Winneburg crossed himself devoutly, a sudden pallor sweeping over his face.
"Indeed, your Majesty, I have seen strange things, and things for which there was no accounting; but it has been usually after a contest with the wine flagon, and at the time my head was none of the clearest, so I could not venture to say whether they were ghosts or no."
"Imagine, then, that in one of the corridors of your castle at midnight you met a white-robed transparent figure, through whose form your sword passed scathlessly. What would you do, my Lord?"
"Indeed, your Majesty, I would take to my heels, and bestow myself elsewhere as speedily as possible."
"Most wisely spoken and you, who are no coward, who fear not to face willingly in combat anything natural, would, in certain circumstances, trust to swift flight for your protection. Very well, my Lord, you are now confronted with something against which your stout arm is as unavailing as it would be if an apparition stood in your path. There is before you the spectre of subtlety. Use arm instead of brain, and you are a lost man.

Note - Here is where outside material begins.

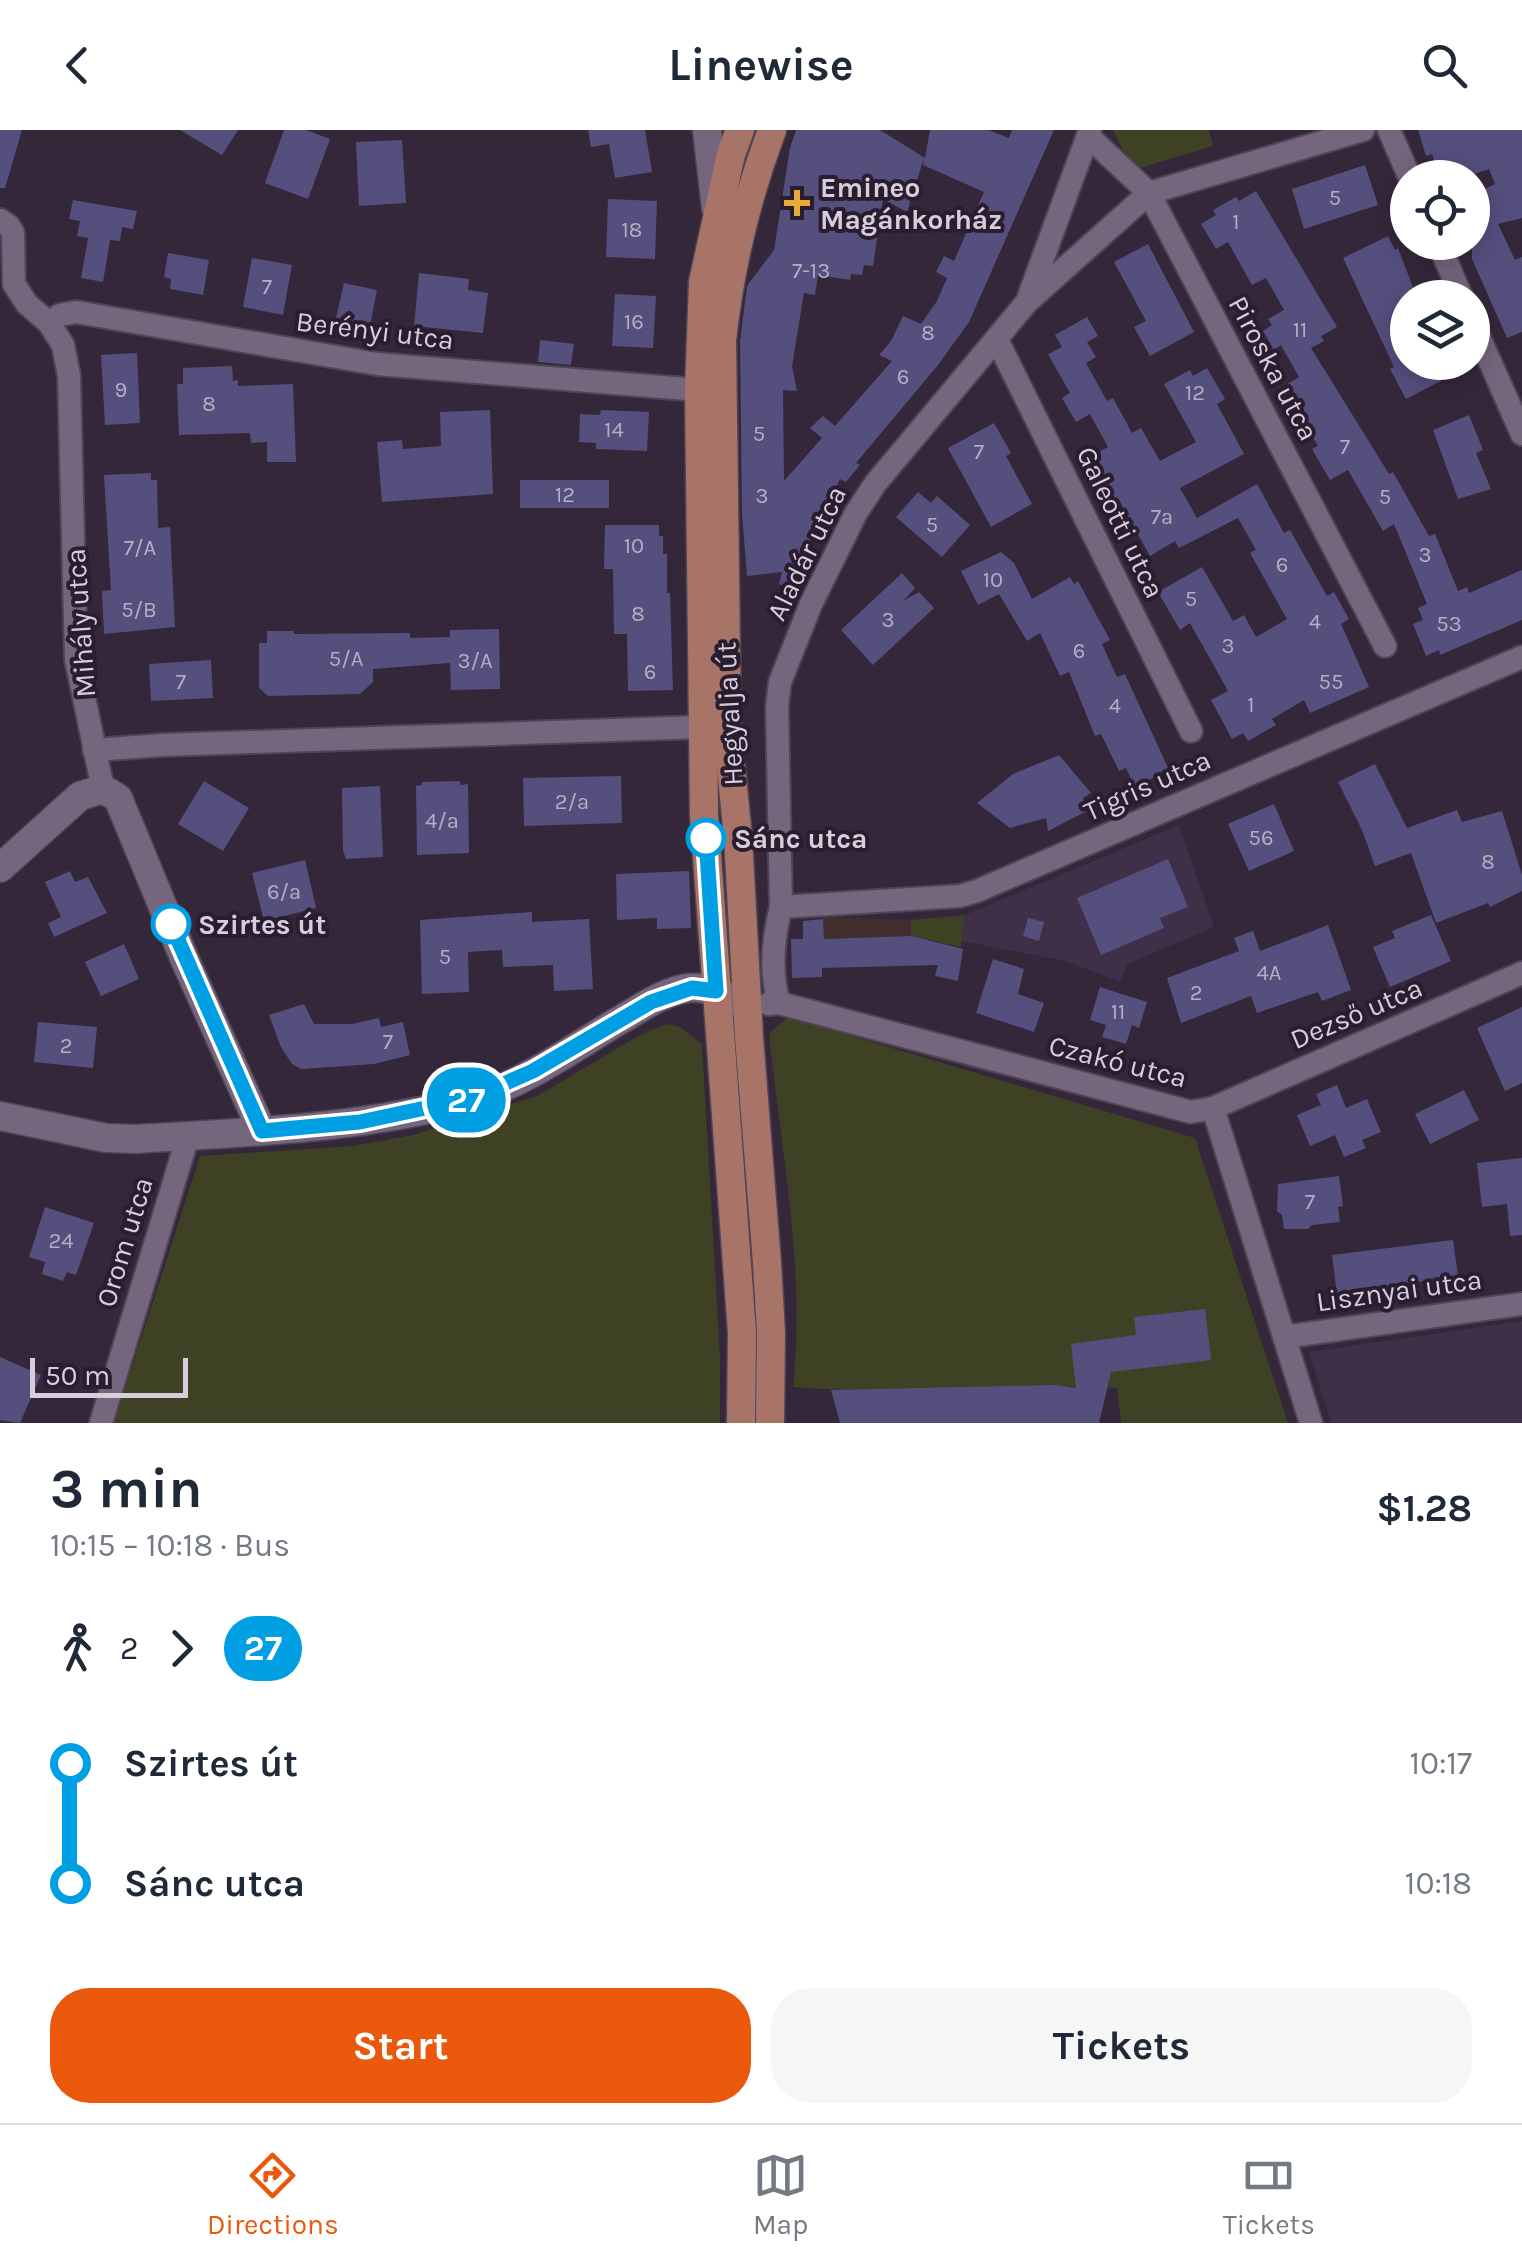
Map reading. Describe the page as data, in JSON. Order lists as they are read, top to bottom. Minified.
{"streets":{"main road":["Hegyalja út"],"street":["Berényi utca","Piroska utca","Galeotti utca","Aladár utca","Mihály utca","Tigris utca","Dezső utca","Czakó utca","Orom utca","Lisznyai utca"]},"crossings":[["Berényi utca","Mihály utca"],["Berényi utca","Hegyalja út"],["Piroska utca","Aladár utca"],["Galeotti utca","Aladár utca"],["Aladár utca","Tigris utca"],["Aladár utca","Czakó utca"],["Hegyalja út","Czakó utca"],["Dezső utca","Czakó utca"],["Czakó utca","Lisznyai utca"]],"places":{"health":["Emineo Magánkorház"],"other":["Sánc utca","Szirtes út"]},"lines":["bus line 27"],"house_numbers":["5","1","18","7-13","7","16","11","8","6","9","12","8","14","5","7","7","12","3","5","7a","5","10","7/A","3","6","10","5","5/B","8","3","4","53","3","6","5/A","3/A","6","7","55","1","4","2/a","4/a","56","8","6/a","5","4A","2","11","7","2","7","24"],"scale_bar":"50 m","page":{"header":"Linewise","on_map":"27","scale":"50 m","heading":["3 min","10:15 – 10:18 · Bus","$1.28"],"legs":["2","27"],"list":[{"name":"Szirtes út","value":"10:17"},{"name":"Sánc utca","value":"10:18"}],"buttons":["Start","Tickets"],"tabs":["Directions","Map","Tickets"]}}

"The Archbishop expects no apology. He looks for a stalwart, stubborn man, defying himself and the Empire combined. You think, perhaps, that the Imperial troops will surround your castle, and that you may stand a siege. Now the Emperor would rather have you fight with him than against him, but in truth there will be no contest. Hold to your refusal, and you will be arrested before you leave the precincts of this palace. You will be thrown into a dungeon, your castle and your lands sequestered; and I call your attention to the fact that your estate adjoins the possessions of the Archbishop at Cochem, and Heaven fend me for hinting that his Lordship casts covetous eyes over his boundary; yet, nevertheless, he will probably not refuse to accept your possessions in reparation for the insult bestowed upon him. Put it this way if you like. Would you rather pleasure me or pleasure the Archbishop of Treves?"